PROBLEM STATEMENT ▸ Nothing but a number is wanted: the count of lines in the records below that include "symbols".

[Saved entries]
BEGIN
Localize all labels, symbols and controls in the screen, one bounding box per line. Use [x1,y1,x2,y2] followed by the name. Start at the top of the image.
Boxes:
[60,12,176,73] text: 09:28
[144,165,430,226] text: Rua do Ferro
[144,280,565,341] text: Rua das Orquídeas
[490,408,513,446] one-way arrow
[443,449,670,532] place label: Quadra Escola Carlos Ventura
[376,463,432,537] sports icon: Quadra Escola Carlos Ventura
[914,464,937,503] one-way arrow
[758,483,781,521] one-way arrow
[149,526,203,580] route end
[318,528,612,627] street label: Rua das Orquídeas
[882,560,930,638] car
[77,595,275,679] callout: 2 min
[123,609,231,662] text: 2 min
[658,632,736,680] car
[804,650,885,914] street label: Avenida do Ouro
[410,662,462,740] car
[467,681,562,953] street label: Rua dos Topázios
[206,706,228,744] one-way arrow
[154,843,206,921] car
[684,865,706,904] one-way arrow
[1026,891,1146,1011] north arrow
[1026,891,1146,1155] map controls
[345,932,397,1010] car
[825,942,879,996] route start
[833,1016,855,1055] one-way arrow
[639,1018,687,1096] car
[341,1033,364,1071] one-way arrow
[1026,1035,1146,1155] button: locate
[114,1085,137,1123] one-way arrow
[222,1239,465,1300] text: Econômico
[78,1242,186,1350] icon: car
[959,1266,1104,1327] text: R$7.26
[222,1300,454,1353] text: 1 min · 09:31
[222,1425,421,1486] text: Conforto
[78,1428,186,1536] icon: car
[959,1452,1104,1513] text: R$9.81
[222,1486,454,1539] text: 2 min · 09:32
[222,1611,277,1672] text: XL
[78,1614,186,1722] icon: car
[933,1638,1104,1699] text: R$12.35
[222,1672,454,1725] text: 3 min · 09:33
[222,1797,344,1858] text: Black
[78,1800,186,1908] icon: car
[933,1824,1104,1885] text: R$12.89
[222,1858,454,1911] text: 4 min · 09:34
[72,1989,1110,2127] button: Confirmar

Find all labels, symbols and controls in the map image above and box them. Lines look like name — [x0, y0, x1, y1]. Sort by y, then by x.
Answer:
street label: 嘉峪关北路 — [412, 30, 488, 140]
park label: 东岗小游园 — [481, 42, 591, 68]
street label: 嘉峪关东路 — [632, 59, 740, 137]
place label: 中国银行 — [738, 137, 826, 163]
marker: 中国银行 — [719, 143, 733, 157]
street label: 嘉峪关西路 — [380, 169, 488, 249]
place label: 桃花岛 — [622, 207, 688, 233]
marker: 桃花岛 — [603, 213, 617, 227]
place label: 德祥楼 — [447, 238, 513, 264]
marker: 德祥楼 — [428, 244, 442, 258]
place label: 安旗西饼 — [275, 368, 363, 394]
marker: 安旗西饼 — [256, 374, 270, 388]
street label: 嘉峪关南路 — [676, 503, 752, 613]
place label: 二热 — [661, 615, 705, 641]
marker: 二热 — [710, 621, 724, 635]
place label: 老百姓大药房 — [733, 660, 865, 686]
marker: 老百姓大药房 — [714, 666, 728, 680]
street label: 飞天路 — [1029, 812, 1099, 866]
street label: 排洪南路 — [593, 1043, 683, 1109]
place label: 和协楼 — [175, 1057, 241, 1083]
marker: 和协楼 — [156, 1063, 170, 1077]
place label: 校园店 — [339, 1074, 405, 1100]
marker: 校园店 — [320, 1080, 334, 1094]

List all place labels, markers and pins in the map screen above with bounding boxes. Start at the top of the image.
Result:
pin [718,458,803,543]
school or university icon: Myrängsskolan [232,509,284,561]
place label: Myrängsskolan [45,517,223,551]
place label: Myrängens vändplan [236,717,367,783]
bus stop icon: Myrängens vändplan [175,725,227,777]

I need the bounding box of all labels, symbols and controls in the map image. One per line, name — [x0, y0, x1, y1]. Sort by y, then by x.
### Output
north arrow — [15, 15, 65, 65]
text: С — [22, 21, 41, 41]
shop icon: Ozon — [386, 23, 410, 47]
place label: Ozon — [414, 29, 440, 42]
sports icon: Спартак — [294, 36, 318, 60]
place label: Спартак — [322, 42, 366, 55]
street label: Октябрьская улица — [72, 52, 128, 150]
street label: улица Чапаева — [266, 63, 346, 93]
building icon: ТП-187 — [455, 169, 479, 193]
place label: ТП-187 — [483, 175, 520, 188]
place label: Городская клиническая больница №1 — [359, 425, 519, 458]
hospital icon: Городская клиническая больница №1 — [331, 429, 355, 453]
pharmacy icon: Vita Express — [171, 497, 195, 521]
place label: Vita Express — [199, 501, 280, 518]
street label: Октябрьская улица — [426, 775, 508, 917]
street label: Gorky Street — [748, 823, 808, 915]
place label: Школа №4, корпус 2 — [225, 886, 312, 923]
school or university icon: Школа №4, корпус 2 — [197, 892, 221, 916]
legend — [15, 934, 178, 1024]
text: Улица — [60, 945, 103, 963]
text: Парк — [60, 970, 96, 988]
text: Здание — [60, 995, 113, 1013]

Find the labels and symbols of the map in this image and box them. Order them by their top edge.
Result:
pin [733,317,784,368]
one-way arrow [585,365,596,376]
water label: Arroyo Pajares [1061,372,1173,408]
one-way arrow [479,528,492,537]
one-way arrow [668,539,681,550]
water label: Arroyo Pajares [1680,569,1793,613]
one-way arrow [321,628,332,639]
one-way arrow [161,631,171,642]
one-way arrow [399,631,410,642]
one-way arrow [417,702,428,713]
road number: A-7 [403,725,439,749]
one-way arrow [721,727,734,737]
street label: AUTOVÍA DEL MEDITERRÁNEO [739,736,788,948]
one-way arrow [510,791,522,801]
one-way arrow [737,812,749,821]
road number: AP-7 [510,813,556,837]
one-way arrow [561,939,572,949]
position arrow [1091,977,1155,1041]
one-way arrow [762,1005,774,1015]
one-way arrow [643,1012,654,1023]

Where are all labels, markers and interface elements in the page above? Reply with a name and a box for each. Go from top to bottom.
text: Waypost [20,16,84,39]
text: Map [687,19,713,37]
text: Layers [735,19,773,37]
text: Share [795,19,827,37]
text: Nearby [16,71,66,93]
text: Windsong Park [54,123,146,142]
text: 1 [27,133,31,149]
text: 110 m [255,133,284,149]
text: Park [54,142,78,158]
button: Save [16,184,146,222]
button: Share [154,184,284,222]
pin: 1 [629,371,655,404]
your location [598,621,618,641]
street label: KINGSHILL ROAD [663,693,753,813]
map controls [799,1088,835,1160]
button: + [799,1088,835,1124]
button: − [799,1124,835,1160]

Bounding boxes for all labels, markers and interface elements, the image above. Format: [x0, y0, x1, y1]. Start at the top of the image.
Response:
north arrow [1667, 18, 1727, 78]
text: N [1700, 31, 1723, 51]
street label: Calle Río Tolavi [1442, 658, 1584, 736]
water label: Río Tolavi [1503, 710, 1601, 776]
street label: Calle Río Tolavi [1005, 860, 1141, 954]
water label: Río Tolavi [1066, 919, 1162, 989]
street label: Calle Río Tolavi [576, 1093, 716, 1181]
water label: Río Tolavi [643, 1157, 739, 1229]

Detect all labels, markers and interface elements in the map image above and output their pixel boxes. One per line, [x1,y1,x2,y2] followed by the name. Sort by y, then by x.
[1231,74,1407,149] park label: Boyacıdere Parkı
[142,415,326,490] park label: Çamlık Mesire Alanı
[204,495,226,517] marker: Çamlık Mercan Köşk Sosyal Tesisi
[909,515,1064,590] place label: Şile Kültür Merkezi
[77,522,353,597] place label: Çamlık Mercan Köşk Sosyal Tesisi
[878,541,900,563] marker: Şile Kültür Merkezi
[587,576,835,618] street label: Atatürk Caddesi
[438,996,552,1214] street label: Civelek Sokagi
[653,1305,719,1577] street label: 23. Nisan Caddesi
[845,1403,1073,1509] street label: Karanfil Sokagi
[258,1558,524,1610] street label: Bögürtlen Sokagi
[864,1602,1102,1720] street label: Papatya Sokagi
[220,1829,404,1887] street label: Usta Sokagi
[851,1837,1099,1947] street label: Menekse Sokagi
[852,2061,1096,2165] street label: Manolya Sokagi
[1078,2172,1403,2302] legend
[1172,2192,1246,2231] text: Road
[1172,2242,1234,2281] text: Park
END
TASK RESULT ▸ 4